Northeast Health System CEO Kenneth Hanover said the organization received proposals two weeks ago from Steward Health Care System and Vanguard Health Systems, both for-profit companies, as well as from non-profits Lahey Clinic and Beth Israel Deaconess.
An advisory committee will meet in mid-April to evaluate the proposals and make a recommendation to the board of directors. Hanover said a final decision could come by the end of June.
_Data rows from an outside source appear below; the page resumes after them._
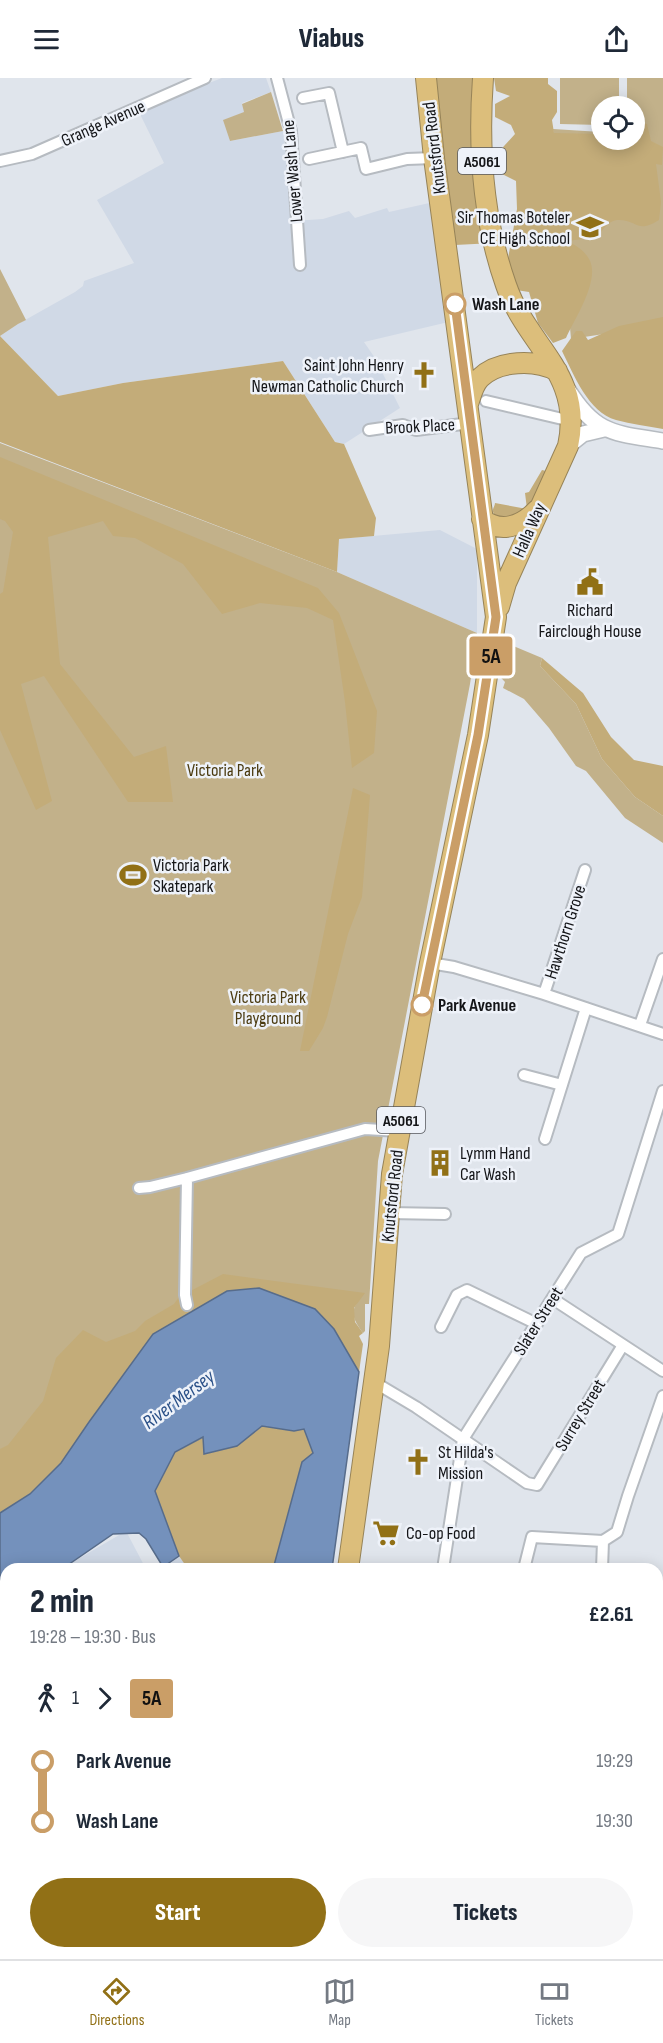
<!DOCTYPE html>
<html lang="en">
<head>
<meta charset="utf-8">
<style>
	body { margin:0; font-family:"Sofia Sans Condensed",sans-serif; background:#f6f6f7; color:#1f2937; height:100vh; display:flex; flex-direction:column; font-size:22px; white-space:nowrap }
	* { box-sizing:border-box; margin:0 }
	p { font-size:20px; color:#747a83 }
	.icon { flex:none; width:33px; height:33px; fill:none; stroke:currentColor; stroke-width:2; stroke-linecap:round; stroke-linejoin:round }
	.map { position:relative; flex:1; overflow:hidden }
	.side { position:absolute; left:0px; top:1485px; width:663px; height:396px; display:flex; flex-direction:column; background:#fff; border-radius:18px 18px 0 0; box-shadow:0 3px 15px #0003 }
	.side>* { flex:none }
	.badge { padding:0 12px; border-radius:4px; font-size:21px; line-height:39px }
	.controls { position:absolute; left:591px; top:18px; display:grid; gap:12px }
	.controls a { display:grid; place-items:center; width:54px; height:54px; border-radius:50%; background:#fff; box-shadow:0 3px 15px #0003; font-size:30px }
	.map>.badge { position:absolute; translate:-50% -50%; box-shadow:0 0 0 3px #fff }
	.legs { display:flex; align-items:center; gap:9px; height:66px; padding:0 30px; font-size:20px }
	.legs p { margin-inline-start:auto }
	.summary { display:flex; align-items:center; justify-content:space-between; height:102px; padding:0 30px }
	h1 { font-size:33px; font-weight:800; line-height:45px }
	.action { display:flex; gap:12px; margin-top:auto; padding:12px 30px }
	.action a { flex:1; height:69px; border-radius:36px; background:#917016; color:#fff; font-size:24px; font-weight:800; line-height:69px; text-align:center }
	.action a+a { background:#f6f6f7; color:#1f2937 }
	ul { padding:0 30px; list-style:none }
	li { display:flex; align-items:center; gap:21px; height:60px; font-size:22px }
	li i { display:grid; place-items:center; width:9px; height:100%; margin:0 8px; background:currentColor }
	li i::after { content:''; width:15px; height:15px; margin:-8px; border:4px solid; border-radius:50%; background:#fff }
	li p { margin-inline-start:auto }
	li:first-child i { background:linear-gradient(#0000 50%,currentColor 0) }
	li:last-child i { background:linear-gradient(currentColor 50%,#0000 0) }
	header { display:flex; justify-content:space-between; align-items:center; height:78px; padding:0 30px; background:#fff; font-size:27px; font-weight:800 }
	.dock { display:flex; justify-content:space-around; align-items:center; height:84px; border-top:2px solid #e0e1e3; background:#fff; font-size:16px; color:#747a83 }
	.dock a { display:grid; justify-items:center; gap:3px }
	.dock .on { color:#917016 }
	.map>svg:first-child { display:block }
</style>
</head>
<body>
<header><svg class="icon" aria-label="menu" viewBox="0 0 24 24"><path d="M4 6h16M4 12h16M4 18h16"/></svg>Viabus<svg class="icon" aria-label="share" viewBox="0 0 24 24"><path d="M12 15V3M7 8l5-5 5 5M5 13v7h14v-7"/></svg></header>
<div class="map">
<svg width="663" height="1881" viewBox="0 0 663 1881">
	<rect width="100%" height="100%" fill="#e0e5ec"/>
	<path fill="#d0d9e6" d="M222,0H266L271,14L242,25L245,34L224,42L230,63L283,53L293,143L323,141L349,133L355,140L387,130L389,134L434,124L457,242L364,264L375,280L400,330L344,366L335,364L283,283L123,305L58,318L0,258L18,246L75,214L83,208L84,203L134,185L97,122L164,85L138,32Z
		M440,452L477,471V555L337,494L339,461Z
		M126,1453L146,1491H61Z
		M179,1478L188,1491H164L163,1489Z
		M6,1523V1875H133V1881H0V1526Z
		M138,1875H206L207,1881H139Z"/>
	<path fill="#c2b18a" d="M560,0H619V28H602L601,47L560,46Z
		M627,0H663V247L571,261L553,51L601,54L602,62H634V28H627Z
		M271,14L283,53L230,63L223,42L244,34L242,26Z
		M0,191L26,242L18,246L0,258Z
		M0,365L337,494L477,555L476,566L508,572L511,567L542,580L540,588L576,626L602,681L635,719L663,738V765L625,740L586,693L576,688L549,650L524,621L503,610L505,604L475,572L470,606L378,1083L369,1226H365V1253L363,1255C356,1245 349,1236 357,1225L61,1385L0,1435Z"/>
	<path fill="#c3ac79" d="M426,0H483L494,165L455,167Z
		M494,0H548V6L557,13V34L552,42L554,55L601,56L602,62H634L635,43L647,46L651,63L663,69L662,87L656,86L661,124L659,142C637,156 637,142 619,142C607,142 605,152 596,158C590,162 576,161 568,163C576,168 584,172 589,181C601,201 575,240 566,260L553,265L538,245L529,214L516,212L507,186L517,131L516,103L502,96L493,80L515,56L511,47L495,39V26L510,18L496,13Z
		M663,239V351C648,348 631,346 616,342C588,334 574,297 562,273L576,253H582L588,262L619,248Z
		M0,258L58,318L123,305L283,283L335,364L344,366L376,440L374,458L339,461L337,494L0,364Z
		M0,379L318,510L339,535L377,633L374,675L352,690L345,624L333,542L307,530L260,525L222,536L183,486L135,460L113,458L103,443L48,459L60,586L134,679L166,668L173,724H128L44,598L21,606L52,723L36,732L0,652V516L3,514L13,454L5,443L0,441Z
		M542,392L546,393V396L533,427L518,441C512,440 495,442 493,434C492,431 495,428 495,425L527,431L525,415L529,414Z
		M542,580L583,615L611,659L634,682L663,688V738L635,719L602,681L576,626L540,588Z
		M353,710L370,717L362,819L348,856L327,939L323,950L309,973H300Z
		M223,1196L365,1215L354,1230L355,1244L363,1255L359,1258L363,1266L359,1294L334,1251L153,1256L89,1344L61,1385L30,1416L0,1435V1371L8,1367L43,1323L56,1280L83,1252L106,1264L135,1253L145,1243L174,1226L179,1219Z
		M262,1348L294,1353L304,1350L314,1375L302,1384L273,1491H188L179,1478L155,1413L175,1374L204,1359L205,1376L237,1368Z
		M291,1875H314L315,1881H292Z"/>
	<path fill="#7491bc" stroke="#576c8b" stroke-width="1.5" d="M259,1210L315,1231L334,1251L359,1294L332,1491H273L302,1384L313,1375L304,1351L294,1353L262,1348L237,1368L204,1376L203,1359L175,1374L155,1413L179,1478L163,1489L146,1461L139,1455L113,1456L62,1491H6V1519L0,1521V1435L30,1416L61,1385L89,1344L153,1256L227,1213Z
		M226,1875H291L292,1881H227Z"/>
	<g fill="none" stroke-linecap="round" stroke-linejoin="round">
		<defs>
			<path id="street" d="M277,0L291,53L300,187
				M303,20L329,15L343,74
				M309,81L361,70L366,91L407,81L434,80
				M0,83L32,76L205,0
				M486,323L571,343
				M369,352L403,347L416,352L470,345
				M430,885L454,889L544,916L663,956
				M544,916L585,792
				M640,947L663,881
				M524,997L562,1007
				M545,1061L586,930
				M139,1110L150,1109L187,1100L365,1051L399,1053
				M389,1135L445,1136
				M553,1221L663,1293
				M187,1227L185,1217L187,1100
				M441,1249L457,1217L467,1212L537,1246
				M374,1304L416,1329L527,1405L537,1407L623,1267
				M603,1463L617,1454L628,1418L663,1318
				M443,1491L463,1361L581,1175L618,1156L663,1013
				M524,1491L532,1459L603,1463
				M602,1491L603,1463
				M657,1532L663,1534
				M657,1667L663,1664
				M657,1692L663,1708
				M657,1835L663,1826
				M504,1875V1881
				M136,1881V1875
				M628,1881L632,1875"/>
			<path id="secondary" d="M568,312C596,357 615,355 663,363
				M568,368L583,356L604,351"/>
			<path id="highway" d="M483,0C478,69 483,142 506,207C527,269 584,295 568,368L506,505L499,529
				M468,326C471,317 473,307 480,300C498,282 536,281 557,293
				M482,441C501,456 522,448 537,432
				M348,1491L379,1268L392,1096L430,885L478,657L496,539L434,80L426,0
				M332,1875L333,1881
				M356,1875L357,1881"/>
		</defs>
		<use href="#street" stroke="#b6bbc1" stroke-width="14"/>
		<use href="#secondary" stroke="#b6bbc1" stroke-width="18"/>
		<use href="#highway" stroke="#968358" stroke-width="22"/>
		<use href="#street" stroke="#fff" stroke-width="10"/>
		<use href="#secondary" stroke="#fff" stroke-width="15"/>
		<use href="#highway" stroke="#dcbe7b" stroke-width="20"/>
	</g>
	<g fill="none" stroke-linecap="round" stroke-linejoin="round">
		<defs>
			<path id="line-1" d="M422,927L478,657L496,539L455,226"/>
		</defs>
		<use href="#line-1" stroke="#fff" stroke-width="14"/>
		<use href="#line-1" stroke="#ca9e67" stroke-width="9"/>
	</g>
	<defs>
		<symbol id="school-bare" viewBox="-9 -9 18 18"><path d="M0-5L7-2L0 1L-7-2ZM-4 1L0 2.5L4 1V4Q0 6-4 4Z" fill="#917016" stroke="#eef2f9" stroke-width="2.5" paint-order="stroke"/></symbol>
		<symbol id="church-bare" viewBox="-9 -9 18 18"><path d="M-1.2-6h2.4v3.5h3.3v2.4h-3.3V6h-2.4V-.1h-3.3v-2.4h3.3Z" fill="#917016" stroke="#eef2f9" stroke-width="2.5" paint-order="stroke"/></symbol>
		<symbol id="civic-bare" viewBox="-9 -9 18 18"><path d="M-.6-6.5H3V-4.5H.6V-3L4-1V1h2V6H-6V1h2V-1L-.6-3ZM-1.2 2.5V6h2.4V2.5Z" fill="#917016" stroke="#eef2f9" stroke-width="2.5" paint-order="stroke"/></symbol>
		<symbol id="stadium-bare" viewBox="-9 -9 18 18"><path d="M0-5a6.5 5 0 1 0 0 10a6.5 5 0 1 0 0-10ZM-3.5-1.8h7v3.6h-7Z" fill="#917016" stroke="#eef2f9" stroke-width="2.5" paint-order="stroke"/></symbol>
		<symbol id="building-bare" viewBox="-9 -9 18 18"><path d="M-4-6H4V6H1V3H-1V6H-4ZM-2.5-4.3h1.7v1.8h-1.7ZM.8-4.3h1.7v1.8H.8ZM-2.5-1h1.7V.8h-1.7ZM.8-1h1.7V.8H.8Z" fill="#917016" stroke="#eef2f9" stroke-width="2.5" paint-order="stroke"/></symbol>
		<symbol id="supermarket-bare" viewBox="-9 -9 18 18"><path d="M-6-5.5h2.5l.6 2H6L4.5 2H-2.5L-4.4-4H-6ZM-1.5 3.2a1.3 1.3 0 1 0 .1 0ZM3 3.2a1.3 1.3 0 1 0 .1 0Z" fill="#917016" stroke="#eef2f9" stroke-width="2.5" paint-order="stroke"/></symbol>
	</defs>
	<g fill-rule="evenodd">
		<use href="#school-bare" x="571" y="130" width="38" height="38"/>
		<use href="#church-bare" x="405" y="278" width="38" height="38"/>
		<use href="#civic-bare" x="571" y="485" width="38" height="38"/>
		<use href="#stadium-bare" x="114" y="778" width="38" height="38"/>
		<use href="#building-bare" x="421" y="1066" width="38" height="38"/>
		<use href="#church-bare" x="399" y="1365" width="38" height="38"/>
		<use href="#supermarket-bare" x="367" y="1436" width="38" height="38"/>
	</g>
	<g fill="#fff" stroke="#ca9e67" stroke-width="3">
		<circle cx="455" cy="226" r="10"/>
		<circle cx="422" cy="927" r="10"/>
	</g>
	<g text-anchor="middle" stroke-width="5" stroke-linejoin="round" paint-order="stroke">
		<g fill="#eef2f9" stroke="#55575c" stroke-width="1.5">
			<rect x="458" y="70" width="48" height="26" rx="4.5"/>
			<rect x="377" y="1029" width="48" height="26" rx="4.5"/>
		</g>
		<g font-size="16" font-weight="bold" fill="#141518">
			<text x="482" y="89">A5061</text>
			<text x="401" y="1048">A5061</text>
		</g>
		<g font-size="18" fill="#141518" stroke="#eef2f9">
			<text transform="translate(103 45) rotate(-24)" y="6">Grange Avenue</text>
			<text transform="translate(434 70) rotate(-97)" y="6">Knutsford Road</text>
			<text transform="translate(292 93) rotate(-95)" y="6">Lower Wash Lane</text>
			<text transform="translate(420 348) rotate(-3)" y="6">Brook Place</text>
			<text transform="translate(529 452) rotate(-66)" y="6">Halla Way</text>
			<text transform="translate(565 854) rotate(-72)" y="6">Hawthorn Grove</text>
			<text transform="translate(392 1118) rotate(-84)" y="6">Knutsford Road</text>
			<text transform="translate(538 1243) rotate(-58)" y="6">Slater Street</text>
			<text transform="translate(580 1337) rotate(-59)" y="6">Surrey Street</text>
		</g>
		<g font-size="18" fill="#141518" stroke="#eef2f9" text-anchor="start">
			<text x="570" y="145" text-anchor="end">Sir Thomas Boteler<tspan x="570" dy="21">CE High School</tspan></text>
			<text x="404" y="293" text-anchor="end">Saint John Henry<tspan x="404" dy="21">Newman Catholic Church</tspan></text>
			<text x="590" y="538" text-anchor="middle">Richard<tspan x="590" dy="21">Fairclough House</tspan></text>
			<text x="153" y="793">Victoria Park<tspan x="153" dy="21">Skatepark</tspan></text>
			<text x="460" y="1081">Lymm Hand<tspan x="460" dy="21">Car Wash</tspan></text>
			<text x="438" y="1380">St Hilda's<tspan x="438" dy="21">Mission</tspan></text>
			<text x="406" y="1461">Co-op Food</text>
		</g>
		<g font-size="18" font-weight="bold" fill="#141518" stroke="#eef2f9" text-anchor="start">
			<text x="472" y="232">Wash Lane</text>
			<text x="438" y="933">Park Avenue</text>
		</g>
		<g font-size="18" fill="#4c3c12" stroke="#eef2f9">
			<text x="225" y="698">Victoria Park</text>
			<text x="268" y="925">Victoria Park<tspan x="268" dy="21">Playground</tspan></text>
		</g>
		<g font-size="20" font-style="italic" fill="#294f87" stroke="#eef2f9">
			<text transform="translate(178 1321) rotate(-37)" y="7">River Mersey</text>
		</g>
	</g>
</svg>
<div class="controls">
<a><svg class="icon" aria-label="locate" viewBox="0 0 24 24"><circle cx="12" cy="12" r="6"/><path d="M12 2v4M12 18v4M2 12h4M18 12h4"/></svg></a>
</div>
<b class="badge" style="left:491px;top:578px;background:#ca9e67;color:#111">5A</b>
<section class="side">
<div class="summary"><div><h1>2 min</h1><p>19:28 – 19:30 · Bus</p></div><b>£2.61</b></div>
<div class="legs"><svg class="icon" aria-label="walk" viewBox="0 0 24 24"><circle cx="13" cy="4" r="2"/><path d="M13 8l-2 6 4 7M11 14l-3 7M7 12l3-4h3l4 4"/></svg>1<svg class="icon" aria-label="forward" viewBox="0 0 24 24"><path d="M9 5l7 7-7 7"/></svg><b class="badge" style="background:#ca9e67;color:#111">5A</b></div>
<ul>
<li><i style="color:#ca9e67"></i><b>Park Avenue</b><p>19:29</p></li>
<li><i style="color:#ca9e67"></i><b>Wash Lane</b><p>19:30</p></li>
</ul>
<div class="action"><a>Start</a><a>Tickets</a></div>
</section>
</div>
<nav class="dock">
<a class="on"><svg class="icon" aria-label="directions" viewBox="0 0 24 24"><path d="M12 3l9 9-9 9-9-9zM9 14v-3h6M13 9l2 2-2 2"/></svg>Directions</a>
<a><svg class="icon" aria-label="map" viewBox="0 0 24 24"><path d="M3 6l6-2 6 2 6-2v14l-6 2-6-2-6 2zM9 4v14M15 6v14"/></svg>Map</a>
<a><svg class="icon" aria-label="tickets" viewBox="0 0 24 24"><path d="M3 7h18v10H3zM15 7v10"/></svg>Tickets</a>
</nav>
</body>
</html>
Steward Health Care System is the company formed last year to run six Caritas Christi hospitals in Massachusetts. Vanguard Health Systems is a Nashville-based company that owns 26 hospitals in five states, including two in Massachusetts — MetroWest Medical Center in Framingham and St. Vincent Hospital in Worcester.
Hanover said the biggest difference between for-profit and not-for-profit hospital organizations is how they use their net operating income.
Not-for-profits reinvest all of their net operating income back into the hospital in the form of new facilities, technology, programs and services, he said. For-profits reinvest in their hospitals, too, but they must also generate a profit for their shareholders.
"For-profit hospital organizations are primarily responsible to their shareholder/owners, and their decision-making process is primarily oriented to the interests of their shareholders," Hanover said. "Not-for-profit hospitals base their decisions solely on their community-wide interests."
When it comes to patient care and service, Hanover said research suggests there is little difference between for-profit and not-for-profit hospitals.
"They operate in a safe and dependable manner," he said.
The for-profit vs. not-for-profit issue is an important consideration for Northeast Health officials in determining which organization to choose, Hanover said, but it's not the most important factor.
"If it was, then we wouldn't be considering for-profit options," he said.